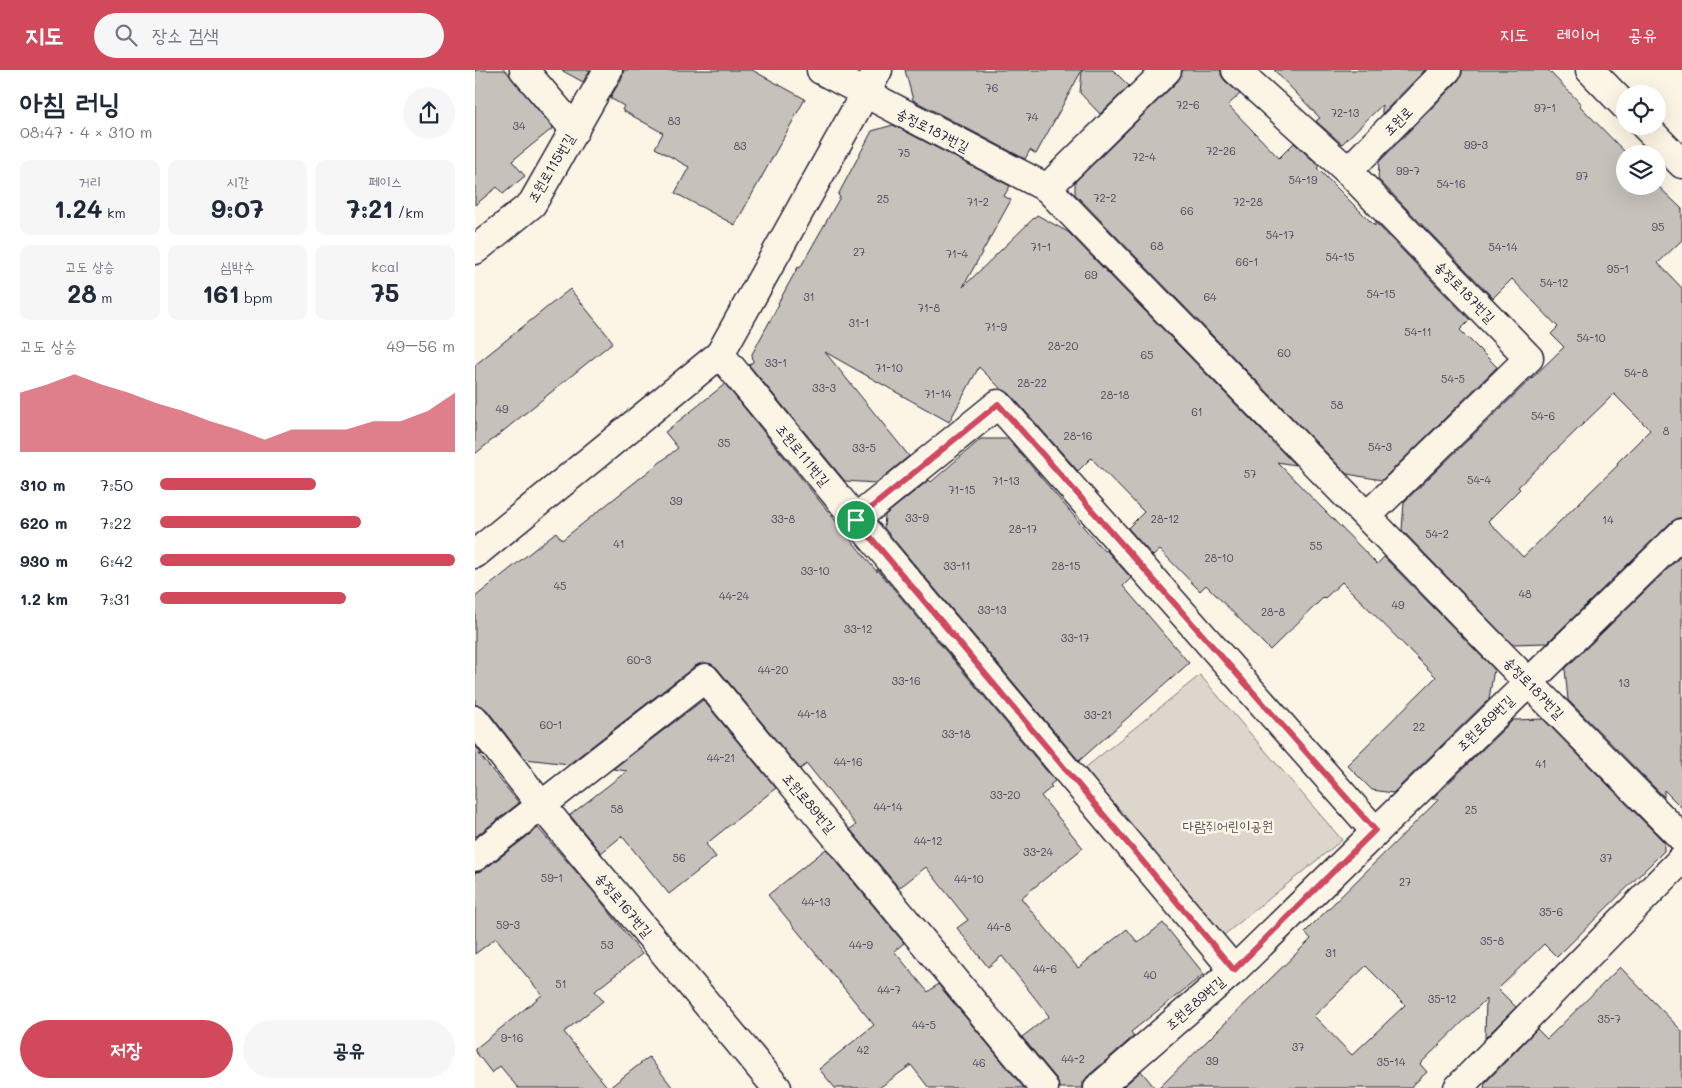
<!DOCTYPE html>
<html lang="ko">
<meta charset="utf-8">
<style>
:root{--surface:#fff;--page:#f6f6f7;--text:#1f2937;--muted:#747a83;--accent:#d1495b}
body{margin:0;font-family:Mali,"Poor Story",sans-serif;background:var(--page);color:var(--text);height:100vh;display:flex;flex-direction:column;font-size:19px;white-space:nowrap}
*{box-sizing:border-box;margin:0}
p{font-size:16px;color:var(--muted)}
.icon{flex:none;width:28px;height:28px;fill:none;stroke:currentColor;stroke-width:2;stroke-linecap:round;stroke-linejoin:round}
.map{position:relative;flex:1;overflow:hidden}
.sheet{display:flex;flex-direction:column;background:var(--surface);width:475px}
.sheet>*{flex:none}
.fabs{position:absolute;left:1141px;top:15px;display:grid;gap:10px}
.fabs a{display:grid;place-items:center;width:50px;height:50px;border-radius:50%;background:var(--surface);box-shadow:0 5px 20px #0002;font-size:25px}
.pin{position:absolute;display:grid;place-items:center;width:42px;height:42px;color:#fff;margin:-21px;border:2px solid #fff;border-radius:50%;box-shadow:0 1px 5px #0007}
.round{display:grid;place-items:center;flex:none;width:52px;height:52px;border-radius:26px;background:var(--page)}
.headline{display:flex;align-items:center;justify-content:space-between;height:85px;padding:0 20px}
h1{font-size:28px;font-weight:700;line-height:38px}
.stats{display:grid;grid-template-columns:repeat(3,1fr);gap:8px;height:85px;padding:5px 20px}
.stats div{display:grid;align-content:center;border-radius:10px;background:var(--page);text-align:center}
.stats b{font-size:25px;font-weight:700}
.stats small{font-size:14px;font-weight:400}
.stats p{font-size:14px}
.chart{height:140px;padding:10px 20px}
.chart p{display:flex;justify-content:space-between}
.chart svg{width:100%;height:90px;margin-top:5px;fill:var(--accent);opacity:.7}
.button{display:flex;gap:10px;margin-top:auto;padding:10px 20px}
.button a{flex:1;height:58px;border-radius:30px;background:var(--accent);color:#fff;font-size:20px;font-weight:700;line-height:58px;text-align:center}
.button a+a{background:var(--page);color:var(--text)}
ul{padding:0 20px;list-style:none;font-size:16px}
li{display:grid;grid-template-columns:80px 60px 1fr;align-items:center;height:38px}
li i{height:12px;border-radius:6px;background:var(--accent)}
header{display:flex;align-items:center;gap:30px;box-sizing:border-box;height:70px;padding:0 25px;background:var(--accent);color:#fff}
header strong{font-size:24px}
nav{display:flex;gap:28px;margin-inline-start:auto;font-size:18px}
.search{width:350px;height:45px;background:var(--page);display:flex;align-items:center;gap:12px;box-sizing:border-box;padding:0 18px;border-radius:28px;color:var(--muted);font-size:19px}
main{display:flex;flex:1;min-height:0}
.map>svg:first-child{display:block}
</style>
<header>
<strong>지도</strong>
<div class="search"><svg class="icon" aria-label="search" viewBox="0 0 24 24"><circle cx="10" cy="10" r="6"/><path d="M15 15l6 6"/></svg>장소 검색</div>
<nav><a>지도</a><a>레이어</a><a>공유</a></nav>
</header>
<main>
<section class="sheet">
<div class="headline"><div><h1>아침 러닝</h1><p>08:47 · 4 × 310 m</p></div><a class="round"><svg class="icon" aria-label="share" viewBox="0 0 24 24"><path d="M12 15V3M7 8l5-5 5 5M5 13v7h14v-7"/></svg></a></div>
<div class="stats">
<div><p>거리</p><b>1.24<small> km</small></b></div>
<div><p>시간</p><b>9:07</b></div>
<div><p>페이스</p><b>7:21<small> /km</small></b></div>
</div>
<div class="stats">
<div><p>고도 상승</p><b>28<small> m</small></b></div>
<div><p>심박수</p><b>161<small> bpm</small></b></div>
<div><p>kcal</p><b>75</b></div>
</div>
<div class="chart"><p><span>고도 상승</span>49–56 m</p>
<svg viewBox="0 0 160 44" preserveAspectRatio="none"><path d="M0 44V15L10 11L20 6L30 11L40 15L50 20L60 24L70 29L80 33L90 38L100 33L110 33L120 33L130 29L140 29L150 24L160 15V44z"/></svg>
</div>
<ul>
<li><b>310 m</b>7:50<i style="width:53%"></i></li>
<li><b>620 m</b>7:22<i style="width:68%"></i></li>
<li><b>930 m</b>6:42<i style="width:100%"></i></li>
<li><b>1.2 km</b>7:31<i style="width:63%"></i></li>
</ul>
<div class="button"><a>저장</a><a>공유</a></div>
</section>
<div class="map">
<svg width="1207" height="1018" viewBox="0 0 1207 1018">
<rect width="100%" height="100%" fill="#fcf5e5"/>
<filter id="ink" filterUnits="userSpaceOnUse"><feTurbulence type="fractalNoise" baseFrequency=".02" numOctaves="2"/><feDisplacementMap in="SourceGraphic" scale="10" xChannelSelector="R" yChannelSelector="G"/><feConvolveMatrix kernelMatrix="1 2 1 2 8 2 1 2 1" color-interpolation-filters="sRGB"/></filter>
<g filter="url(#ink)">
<path fill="#dcd6cc" stroke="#7f7c84" d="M725,605L867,770L744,869L610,698Z"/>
<g fill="#c6c1bb" stroke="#22223b" fill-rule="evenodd">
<path d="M0,0H30L78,58L37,91L50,106L28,124L22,117L0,135Z"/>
<path d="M86,0H115L108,12Z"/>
<path d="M149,0H277L330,29L260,155L200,123L214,97L180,78L188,63L147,40L149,36L135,28L147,8Z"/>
<path d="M430,0H638L654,16L625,44L605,23L607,0L561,84L555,80L550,89L438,30Z"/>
<path d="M708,0H746V5L750,11L765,24L753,35L804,88L819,73L844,96L842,98L900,156V152L995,250L985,260L1022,297L907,410L872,404L600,124V112L703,11Z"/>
<path d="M799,0H950L907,44V35L867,74L841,51L845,48Z"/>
<path d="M987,0H1073L1106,34L1105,36L1152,84H1150V116H1182V115L1207,139V170L1183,193L1207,218V448H1203L1196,452L1072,573L1037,574L927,460L929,432L1089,277L1076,264L1083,257L1037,209L1018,228L903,109L904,92L983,11L987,4ZM1139,324L1175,360L1142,393L1143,395L1048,487L1013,451L1045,419L1043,417Z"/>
<path d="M418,55L535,116L529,126L536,130L488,217L562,145L593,162L820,395L802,392L902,494L909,487L1019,599L1014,629L918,723L897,720L872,695L961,607L867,512L850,528L849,527L795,580L731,515L725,521L685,480L678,486L653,458L669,442L616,388L603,401L535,324L526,319L504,297L474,352L350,282L434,386L401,413L370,411L274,295L278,292L277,284L304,234L303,233L323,197L325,198L365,127L363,125L397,61Z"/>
<path d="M95,219L138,272L0,384V295Z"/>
<path d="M250,314L402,502V499L580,711L575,715L577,717L566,726L608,778L546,828L603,898L652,859L663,873L688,853L729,904L656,962L659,966L613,1006L608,1012V1018H584L581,1008L547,967L574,946L527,886L513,897L482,858L493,850L451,797L424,818L375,759L381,755L332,694L325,699L242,598L236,594L228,593L220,596L94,694L50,689L12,640L6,636L0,635V527L81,462L87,470L203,378L190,362Z"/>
<path d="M506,369H533L629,481L631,480L656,508L648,516L714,593L604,691L409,458L410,445L454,410L456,412Z"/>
<path d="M1207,485V738L1189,720V727L1093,630L1090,599Z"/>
<path d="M228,630L301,718L231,774L241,787L194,824L147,766L126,783L95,745L152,701L138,699Z"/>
<path d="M1068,649L1189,772V781L1082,887L1069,874L1023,919L1041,937L1010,968L1011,929L945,994L952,1002L935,1018H684L836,869L830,862L964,729H957L1038,650ZM891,896L930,935L877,985L839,946Z"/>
<path d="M0,675L7,685L4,684L44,733L0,767Z"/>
<path d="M63,758L118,821L167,884L120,921L128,931L89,962L133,1018H43L25,996L17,1003L0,981V979L67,925L21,868L0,884V802L10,799Z"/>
<path d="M351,779L429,873L419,881L453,922L463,914L549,1018H454L436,995L404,1018H360L344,999L399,955L293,825Z"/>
<path d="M1145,897L1207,961V1018H1009L1010,1013L1062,959L1072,969Z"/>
<path d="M174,987L198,1018H134Z"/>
<path d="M666,1001L680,1018H647Z"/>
</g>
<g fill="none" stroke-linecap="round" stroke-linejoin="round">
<defs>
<g id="minor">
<path d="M49,0L100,60"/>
<path d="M346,0L572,118L1053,612L1207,768"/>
<path d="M761,0L873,101L1054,288L892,446"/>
<path d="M873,101L972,0"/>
<path d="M572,118L692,0"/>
<path d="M0,180L57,134L133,0"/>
<path d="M245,284L381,449L759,900"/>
<path d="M381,449L523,334L900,761"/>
<path d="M0,650L66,735L302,1018"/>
<path d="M0,787L230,608L569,1018"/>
<path d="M623,1018L759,900L1207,463"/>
<path d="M983,1018L1207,789"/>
</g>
<path id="tertiary" d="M0,484L245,284L403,0"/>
<g id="secondary">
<path d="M1115,0L1150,36"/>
<path d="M1170,56L1207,94"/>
</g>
</defs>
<use href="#minor" stroke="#22223b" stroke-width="31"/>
<use href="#tertiary" stroke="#22223b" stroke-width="31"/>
<use href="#secondary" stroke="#22223b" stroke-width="31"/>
<use href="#minor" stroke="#fcf5e5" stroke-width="28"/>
<use href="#tertiary" stroke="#fcf5e5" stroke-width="28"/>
<use href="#secondary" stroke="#fcf5e5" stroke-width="28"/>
</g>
</g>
<g fill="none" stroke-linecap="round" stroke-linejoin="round" filter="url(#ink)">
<defs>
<path id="route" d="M523,334L900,760L759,900L381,450Z"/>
</defs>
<use href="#route" stroke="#fff" stroke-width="10"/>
<use href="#route" stroke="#d1495b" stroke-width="6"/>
</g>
<g text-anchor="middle" stroke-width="5" stroke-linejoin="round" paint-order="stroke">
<g font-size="11" fill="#4b4a5b">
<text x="517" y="22">76</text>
<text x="713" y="39">72-6</text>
<text x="1070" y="42">97-1</text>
<text x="870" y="47">72-13</text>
<text x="557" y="51">74</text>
<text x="199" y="55">83</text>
<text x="44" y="60">34</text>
<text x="1001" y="79">99-3</text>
<text x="265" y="80">83</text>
<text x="746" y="85">72-26</text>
<text x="429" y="87">75</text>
<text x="669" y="91">72-4</text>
<text x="933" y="105">99-7</text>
<text x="1107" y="110">97</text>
<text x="828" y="114">54-19</text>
<text x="976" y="118">54-16</text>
<text x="630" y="132">72-2</text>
<text x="408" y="133">25</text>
<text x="503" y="136">71-2</text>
<text x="773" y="136">72-28</text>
<text x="712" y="145">66</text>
<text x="1183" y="161">95</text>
<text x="805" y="169">54-17</text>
<text x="682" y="180">68</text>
<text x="566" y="181">71-1</text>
<text x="1028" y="181">54-14</text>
<text x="384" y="186">27</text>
<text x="482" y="188">71-4</text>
<text x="865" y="191">54-15</text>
<text x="772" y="196">66-1</text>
<text x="1143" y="203">95-1</text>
<text x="616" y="209">69</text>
<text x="1079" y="217">54-12</text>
<text x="906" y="228">54-15</text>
<text x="334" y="231">31</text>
<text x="735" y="231">64</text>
<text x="454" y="242">71-8</text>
<text x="384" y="257">31-1</text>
<text x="521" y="261">71-9</text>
<text x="943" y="266">54-11</text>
<text x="1116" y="272">54-10</text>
<text x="588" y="280">28-20</text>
<text x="809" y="287">60</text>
<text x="672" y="289">65</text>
<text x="301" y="297">33-1</text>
<text x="414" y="302">71-10</text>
<text x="1161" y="307">54-8</text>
<text x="978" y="313">54-5</text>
<text x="557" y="317">28-22</text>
<text x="349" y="322">33-3</text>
<text x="463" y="328">71-14</text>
<text x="640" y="329">28-18</text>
<text x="862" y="339">58</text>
<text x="27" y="343">49</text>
<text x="722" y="346">61</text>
<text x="1068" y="350">54-6</text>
<text x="1191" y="365">8</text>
<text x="603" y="370">28-16</text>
<text x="249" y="377">35</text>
<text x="905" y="381">54-3</text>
<text x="389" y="382">33-5</text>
<text x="775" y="408">57</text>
<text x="1004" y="414">54-4</text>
<text x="531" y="415">71-13</text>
<text x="487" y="424">71-15</text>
<text x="201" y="435">39</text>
<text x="442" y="452">33-9</text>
<text x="308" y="453">33-8</text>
<text x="690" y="453">28-12</text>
<text x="1133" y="454">14</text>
<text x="548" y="463">28-17</text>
<text x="962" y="468">54-2</text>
<text x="144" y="478">41</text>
<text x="841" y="480">55</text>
<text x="744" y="492">28-10</text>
<text x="482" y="500">33-11</text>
<text x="591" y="500">28-15</text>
<text x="340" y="505">33-10</text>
<text x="85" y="520">45</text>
<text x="1050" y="528">48</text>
<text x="259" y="530">44-24</text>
<text x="923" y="539">49</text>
<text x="517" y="544">33-13</text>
<text x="798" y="546">28-8</text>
<text x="383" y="563">33-12</text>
<text x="600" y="572">33-17</text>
<text x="164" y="594">60-3</text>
<text x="298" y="604">44-20</text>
<text x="431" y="615">33-16</text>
<text x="1149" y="617">13</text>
<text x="337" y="648">44-18</text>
<text x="623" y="649">33-21</text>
<text x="76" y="659">60-1</text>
<text x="944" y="661">22</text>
<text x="481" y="668">33-18</text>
<text x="246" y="692">44-21</text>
<text x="373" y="696">44-16</text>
<text x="1066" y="698">41</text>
<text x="530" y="729">33-20</text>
<text x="413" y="741">44-14</text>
<text x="142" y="743">58</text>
<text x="996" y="744">25</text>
<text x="453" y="775">44-12</text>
<text x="563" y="786">33-24</text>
<text x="204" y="792">56</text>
<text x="1131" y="792">37</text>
<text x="77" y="812">59-1</text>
<text x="494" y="813">44-10</text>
<text x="930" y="816">27</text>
<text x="341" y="836">44-13</text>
<text x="1076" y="846">35-6</text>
<text x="33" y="859">59-3</text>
<text x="524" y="861">44-8</text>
<text x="1017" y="875">35-8</text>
<text x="132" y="879">53</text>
<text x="386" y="879">44-9</text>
<text x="856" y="887">31</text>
<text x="570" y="903">44-6</text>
<text x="675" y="909">40</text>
<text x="86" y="918">51</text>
<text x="414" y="924">44-7</text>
<text x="967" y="933">35-12</text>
<text x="1134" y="953">35-7</text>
<text x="449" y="959">44-5</text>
<text x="37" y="972">9-16</text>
<text x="823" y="981">37</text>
<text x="388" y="984">42</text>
<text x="598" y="993">44-2</text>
<text x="737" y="995">39</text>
<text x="916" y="996">35-14</text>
<text x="504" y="997">46</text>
</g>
<g font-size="14" fill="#22223b" stroke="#fcf5e5">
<text transform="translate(923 51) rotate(-45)" y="5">조원로</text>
<text transform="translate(458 60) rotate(27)" y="5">송정로187번길</text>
<text transform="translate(76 98) rotate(-59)" y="5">조원로115번길</text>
<text transform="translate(990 222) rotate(46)" y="5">송정로187번길</text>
<text transform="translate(328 385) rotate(51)" y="5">조원로111번길</text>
<text transform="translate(1059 618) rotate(46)" y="5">송정로187번길</text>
<text transform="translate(1010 653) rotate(-44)" y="5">조원로89번길</text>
<text transform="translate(334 733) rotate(50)" y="5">조원로89번길</text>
<text transform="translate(149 835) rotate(50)" y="5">송정로167번길</text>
<text transform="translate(720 933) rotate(-41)" y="5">조원로89번길</text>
</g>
<g font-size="14" fill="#504f5f" stroke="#fcf5e5">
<text x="753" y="761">다람쥐어린이공원</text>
</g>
</g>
</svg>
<div class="fabs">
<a><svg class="icon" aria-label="locate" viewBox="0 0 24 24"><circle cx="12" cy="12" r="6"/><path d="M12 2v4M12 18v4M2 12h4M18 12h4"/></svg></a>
<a><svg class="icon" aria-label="layers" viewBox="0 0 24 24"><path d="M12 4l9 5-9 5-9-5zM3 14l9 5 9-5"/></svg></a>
</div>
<div class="pin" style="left:381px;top:450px;background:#1e9e55"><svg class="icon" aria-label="arrive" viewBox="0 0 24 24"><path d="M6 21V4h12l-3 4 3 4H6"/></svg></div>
</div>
</main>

YOUR TASK - Answer with a number only: how many lines above include the word "shadow"?

THE COMPLETED TASK - 2